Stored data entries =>
::::

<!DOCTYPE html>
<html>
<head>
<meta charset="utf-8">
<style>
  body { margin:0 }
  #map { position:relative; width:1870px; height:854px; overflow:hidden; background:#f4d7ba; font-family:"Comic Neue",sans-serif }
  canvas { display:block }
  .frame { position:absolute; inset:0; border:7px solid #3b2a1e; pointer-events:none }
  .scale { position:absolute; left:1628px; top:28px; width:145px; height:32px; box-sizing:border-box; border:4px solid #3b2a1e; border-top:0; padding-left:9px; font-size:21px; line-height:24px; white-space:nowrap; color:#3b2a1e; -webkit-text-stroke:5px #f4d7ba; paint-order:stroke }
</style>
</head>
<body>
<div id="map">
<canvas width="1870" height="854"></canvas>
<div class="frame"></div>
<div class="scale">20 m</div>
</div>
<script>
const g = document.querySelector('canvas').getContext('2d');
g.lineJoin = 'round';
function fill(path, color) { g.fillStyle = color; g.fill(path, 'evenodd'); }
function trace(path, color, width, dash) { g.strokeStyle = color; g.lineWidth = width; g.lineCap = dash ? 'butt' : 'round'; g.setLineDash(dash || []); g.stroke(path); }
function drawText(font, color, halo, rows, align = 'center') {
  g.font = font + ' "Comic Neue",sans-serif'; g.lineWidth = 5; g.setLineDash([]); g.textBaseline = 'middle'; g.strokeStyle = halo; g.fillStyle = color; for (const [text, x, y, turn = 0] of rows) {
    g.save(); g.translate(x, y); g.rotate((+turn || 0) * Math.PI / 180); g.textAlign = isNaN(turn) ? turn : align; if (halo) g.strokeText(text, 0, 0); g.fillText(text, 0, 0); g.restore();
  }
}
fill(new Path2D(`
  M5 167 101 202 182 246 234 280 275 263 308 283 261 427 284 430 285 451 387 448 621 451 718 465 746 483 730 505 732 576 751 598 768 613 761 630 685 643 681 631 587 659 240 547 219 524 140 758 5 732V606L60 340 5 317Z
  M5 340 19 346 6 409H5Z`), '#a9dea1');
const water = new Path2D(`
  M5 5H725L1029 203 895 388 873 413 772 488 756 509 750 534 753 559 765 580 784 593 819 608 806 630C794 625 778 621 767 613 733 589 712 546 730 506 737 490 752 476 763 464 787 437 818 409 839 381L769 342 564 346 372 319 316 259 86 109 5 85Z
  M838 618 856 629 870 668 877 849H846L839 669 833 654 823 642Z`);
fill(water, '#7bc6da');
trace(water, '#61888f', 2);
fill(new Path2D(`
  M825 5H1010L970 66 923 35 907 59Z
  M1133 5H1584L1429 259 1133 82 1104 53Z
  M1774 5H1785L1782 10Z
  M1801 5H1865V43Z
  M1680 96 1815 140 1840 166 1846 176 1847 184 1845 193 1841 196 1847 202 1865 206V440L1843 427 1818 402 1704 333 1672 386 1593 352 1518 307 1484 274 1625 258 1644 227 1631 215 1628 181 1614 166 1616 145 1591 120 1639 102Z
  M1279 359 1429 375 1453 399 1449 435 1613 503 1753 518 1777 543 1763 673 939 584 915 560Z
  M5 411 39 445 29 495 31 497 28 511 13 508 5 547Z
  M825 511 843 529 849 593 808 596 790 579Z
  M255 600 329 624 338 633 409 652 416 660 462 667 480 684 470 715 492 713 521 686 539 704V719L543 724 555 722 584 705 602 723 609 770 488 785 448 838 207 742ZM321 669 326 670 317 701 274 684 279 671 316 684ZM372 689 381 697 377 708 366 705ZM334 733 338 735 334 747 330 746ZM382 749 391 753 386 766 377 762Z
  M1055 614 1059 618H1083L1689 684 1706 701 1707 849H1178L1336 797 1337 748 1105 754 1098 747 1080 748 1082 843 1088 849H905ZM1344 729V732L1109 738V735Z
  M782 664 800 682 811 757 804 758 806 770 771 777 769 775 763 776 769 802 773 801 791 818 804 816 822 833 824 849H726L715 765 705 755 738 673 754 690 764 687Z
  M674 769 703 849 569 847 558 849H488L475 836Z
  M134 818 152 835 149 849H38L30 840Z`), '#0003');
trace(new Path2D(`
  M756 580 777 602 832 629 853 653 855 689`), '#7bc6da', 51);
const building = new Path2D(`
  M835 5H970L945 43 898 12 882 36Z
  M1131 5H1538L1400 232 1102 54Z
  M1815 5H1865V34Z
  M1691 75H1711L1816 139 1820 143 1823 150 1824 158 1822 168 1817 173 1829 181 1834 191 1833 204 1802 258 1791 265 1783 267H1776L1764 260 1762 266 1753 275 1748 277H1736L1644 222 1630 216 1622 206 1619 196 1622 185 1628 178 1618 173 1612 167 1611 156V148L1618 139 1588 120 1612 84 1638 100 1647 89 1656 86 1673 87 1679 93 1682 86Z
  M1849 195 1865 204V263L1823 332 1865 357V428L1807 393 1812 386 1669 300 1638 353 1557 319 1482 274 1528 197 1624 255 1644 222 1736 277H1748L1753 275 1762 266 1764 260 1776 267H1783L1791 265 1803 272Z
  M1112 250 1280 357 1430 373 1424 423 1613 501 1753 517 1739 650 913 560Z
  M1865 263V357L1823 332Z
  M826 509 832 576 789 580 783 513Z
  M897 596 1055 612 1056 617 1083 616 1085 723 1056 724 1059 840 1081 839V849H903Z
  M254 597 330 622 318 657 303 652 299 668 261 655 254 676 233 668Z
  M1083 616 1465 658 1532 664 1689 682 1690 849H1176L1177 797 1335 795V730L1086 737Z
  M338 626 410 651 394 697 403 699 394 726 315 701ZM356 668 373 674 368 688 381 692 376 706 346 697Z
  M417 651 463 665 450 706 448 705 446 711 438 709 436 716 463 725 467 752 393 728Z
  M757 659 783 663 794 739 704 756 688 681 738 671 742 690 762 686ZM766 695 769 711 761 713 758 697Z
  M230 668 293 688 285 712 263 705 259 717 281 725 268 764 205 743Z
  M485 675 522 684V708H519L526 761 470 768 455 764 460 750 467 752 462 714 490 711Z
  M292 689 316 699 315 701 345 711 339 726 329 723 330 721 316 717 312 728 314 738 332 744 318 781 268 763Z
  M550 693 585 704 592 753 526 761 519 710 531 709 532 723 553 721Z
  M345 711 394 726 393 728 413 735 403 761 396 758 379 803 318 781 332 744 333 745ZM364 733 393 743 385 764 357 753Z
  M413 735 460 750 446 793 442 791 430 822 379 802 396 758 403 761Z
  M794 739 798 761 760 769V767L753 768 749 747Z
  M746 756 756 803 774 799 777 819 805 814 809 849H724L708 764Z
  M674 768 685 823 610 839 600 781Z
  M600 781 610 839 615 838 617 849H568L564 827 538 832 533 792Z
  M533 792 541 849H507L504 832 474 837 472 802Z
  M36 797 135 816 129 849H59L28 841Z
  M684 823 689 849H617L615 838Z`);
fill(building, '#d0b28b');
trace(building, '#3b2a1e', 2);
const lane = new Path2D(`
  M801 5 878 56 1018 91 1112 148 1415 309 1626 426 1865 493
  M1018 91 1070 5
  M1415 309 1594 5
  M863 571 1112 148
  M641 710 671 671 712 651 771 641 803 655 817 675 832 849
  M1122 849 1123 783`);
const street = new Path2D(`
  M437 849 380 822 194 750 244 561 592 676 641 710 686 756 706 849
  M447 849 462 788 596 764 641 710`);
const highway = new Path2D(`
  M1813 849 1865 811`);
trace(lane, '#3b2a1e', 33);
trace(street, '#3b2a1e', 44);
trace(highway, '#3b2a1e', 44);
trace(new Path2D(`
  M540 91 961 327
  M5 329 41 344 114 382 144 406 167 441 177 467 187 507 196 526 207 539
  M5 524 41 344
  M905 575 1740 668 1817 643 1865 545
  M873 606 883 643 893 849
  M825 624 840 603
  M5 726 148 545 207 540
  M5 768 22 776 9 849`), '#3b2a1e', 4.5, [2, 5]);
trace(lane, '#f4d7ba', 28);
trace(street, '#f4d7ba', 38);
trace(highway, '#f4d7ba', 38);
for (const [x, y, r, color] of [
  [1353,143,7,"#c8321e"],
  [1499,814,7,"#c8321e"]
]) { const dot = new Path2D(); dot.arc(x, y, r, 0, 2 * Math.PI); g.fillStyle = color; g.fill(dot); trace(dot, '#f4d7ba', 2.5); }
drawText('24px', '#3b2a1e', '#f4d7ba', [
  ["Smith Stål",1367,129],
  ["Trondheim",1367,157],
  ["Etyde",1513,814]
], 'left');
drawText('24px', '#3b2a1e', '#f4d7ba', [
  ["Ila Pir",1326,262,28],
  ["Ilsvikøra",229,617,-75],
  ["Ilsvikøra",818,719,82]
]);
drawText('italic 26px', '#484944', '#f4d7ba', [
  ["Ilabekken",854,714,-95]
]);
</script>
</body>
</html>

::::

EXERCISE REQUIREMENTS => If a line in the entries contains "align", copy it.

RESPONSE TO THIS TASK =>
function drawText(font, color, halo, rows, align = 'center') {
    g.save(); g.translate(x, y); g.rotate((+turn || 0) * Math.PI / 180); g.textAlign = isNaN(turn) ? turn : align; if (halo) g.strokeText(text, 0, 0); g.fillText(text, 0, 0); g.restore();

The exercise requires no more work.